*Work item*. Every line between the top of the data below and the line with "Summarize the content", both ends included, must be retyped exactly.

*** Given data Section Begins ***

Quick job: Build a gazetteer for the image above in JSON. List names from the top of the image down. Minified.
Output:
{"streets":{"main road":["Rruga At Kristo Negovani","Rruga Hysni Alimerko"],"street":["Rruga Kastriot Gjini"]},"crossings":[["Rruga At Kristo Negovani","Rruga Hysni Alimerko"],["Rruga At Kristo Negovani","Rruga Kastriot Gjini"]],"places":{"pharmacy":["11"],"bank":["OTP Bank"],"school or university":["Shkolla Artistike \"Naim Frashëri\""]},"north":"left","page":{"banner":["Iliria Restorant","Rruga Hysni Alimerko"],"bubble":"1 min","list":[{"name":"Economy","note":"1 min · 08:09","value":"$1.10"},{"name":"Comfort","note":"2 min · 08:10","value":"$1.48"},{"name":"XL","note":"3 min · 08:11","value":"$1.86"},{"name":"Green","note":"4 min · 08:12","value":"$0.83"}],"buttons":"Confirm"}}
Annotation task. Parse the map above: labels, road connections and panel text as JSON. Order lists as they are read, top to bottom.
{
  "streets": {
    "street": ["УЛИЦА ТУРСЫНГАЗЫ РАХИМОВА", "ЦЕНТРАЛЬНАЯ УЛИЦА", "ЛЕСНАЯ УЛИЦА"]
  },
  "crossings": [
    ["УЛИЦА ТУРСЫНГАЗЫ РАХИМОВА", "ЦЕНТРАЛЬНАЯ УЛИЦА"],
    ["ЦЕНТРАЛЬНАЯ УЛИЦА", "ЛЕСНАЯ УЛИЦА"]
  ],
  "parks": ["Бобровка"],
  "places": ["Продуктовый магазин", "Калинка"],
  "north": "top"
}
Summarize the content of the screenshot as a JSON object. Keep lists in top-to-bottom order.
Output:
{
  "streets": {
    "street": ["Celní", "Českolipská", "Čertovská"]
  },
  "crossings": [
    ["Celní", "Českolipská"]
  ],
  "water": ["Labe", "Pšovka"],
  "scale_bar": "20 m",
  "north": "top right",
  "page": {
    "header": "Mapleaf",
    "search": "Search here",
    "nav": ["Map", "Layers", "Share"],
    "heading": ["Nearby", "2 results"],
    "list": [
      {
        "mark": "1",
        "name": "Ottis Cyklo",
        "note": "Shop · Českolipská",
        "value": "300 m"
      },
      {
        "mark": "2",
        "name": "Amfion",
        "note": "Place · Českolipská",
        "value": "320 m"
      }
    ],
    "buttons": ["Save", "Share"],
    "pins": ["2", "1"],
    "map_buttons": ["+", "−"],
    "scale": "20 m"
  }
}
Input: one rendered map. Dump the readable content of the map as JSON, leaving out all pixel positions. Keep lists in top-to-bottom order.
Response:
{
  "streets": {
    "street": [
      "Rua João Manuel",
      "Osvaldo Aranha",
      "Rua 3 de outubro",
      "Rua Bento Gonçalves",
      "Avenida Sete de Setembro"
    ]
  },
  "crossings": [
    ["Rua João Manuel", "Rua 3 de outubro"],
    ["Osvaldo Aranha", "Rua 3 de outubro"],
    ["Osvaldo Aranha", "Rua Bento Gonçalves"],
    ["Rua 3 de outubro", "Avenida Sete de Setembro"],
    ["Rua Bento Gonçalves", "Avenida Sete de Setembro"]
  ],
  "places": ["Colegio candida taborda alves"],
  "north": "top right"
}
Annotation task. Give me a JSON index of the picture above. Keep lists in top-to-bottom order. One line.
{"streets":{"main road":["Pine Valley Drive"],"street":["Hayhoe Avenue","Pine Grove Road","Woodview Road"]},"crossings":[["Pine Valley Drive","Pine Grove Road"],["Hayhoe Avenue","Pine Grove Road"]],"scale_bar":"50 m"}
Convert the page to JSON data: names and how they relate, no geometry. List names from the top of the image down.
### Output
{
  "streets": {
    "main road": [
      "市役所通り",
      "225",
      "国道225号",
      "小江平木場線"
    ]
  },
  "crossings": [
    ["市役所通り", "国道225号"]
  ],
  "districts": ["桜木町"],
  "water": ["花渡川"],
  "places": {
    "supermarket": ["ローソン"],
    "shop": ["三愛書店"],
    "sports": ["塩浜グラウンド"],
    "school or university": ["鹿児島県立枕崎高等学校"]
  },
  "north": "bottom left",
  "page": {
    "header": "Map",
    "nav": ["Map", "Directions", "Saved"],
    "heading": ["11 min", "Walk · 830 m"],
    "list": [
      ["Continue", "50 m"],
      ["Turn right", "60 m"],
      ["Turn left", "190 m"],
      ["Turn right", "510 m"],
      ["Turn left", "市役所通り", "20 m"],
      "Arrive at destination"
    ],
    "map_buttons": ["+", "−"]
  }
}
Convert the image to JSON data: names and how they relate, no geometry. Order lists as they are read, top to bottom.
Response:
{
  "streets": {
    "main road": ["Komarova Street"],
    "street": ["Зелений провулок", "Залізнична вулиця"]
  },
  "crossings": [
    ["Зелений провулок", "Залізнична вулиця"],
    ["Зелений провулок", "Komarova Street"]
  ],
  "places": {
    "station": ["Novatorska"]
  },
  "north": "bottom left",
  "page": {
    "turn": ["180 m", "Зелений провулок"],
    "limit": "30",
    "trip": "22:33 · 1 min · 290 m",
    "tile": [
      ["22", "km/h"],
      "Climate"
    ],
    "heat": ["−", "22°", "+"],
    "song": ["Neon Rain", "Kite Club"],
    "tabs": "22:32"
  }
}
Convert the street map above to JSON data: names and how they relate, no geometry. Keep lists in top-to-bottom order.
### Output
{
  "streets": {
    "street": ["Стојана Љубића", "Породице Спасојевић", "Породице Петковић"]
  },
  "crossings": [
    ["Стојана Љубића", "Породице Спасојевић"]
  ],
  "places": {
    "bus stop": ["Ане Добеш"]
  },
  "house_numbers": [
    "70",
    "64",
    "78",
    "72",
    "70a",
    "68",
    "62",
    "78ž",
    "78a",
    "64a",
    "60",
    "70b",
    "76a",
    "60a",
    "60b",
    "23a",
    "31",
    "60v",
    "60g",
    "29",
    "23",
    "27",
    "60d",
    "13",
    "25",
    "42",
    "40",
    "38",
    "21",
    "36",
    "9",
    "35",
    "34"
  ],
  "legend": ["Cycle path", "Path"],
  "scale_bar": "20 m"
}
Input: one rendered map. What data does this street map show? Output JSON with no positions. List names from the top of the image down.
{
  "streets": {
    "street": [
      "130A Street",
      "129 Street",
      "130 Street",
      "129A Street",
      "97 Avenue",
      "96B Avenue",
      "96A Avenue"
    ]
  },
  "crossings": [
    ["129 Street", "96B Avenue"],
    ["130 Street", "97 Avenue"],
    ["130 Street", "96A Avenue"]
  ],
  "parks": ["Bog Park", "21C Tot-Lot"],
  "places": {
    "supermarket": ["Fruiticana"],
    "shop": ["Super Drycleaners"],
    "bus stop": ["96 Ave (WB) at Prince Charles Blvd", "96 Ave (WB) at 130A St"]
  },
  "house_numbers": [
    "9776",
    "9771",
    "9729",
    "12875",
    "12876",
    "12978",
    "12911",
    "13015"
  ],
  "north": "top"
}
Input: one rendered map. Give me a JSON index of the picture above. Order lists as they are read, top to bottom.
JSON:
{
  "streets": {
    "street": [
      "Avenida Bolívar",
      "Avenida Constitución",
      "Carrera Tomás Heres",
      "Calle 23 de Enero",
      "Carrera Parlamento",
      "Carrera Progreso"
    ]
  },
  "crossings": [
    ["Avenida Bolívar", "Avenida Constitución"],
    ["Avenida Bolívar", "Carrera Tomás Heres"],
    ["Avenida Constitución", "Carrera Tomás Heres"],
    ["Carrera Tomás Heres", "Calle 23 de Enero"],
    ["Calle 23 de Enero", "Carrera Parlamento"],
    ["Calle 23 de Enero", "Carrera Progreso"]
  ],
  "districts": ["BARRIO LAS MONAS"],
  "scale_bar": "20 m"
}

*** Given data Section Ends ***

*Written response*.
Quick job: Build a gazetteer for the image above in JSON. List names from the top of the image down. Minified.
Output:
{"streets":{"main road":["Rruga At Kristo Negovani","Rruga Hysni Alimerko"],"street":["Rruga Kastriot Gjini"]},"crossings":[["Rruga At Kristo Negovani","Rruga Hysni Alimerko"],["Rruga At Kristo Negovani","Rruga Kastriot Gjini"]],"places":{"pharmacy":["11"],"bank":["OTP Bank"],"school or university":["Shkolla Artistike \"Naim Frashëri\""]},"north":"left","page":{"banner":["Iliria Restorant","Rruga Hysni Alimerko"],"bubble":"1 min","list":[{"name":"Economy","note":"1 min · 08:09","value":"$1.10"},{"name":"Comfort","note":"2 min · 08:10","value":"$1.48"},{"name":"XL","note":"3 min · 08:11","value":"$1.86"},{"name":"Green","note":"4 min · 08:12","value":"$0.83"}],"buttons":"Confirm"}}
Annotation task. Parse the map above: labels, road connections and panel text as JSON. Order lists as they are read, top to bottom.
{
  "streets": {
    "street": ["УЛИЦА ТУРСЫНГАЗЫ РАХИМОВА", "ЦЕНТРАЛЬНАЯ УЛИЦА", "ЛЕСНАЯ УЛИЦА"]
  },
  "crossings": [
    ["УЛИЦА ТУРСЫНГАЗЫ РАХИМОВА", "ЦЕНТРАЛЬНАЯ УЛИЦА"],
    ["ЦЕНТРАЛЬНАЯ УЛИЦА", "ЛЕСНАЯ УЛИЦА"]
  ],
  "parks": ["Бобровка"],
  "places": ["Продуктовый магазин", "Калинка"],
  "north": "top"
}
Summarize the content of the screenshot as a JSON object. Keep lists in top-to-bottom order.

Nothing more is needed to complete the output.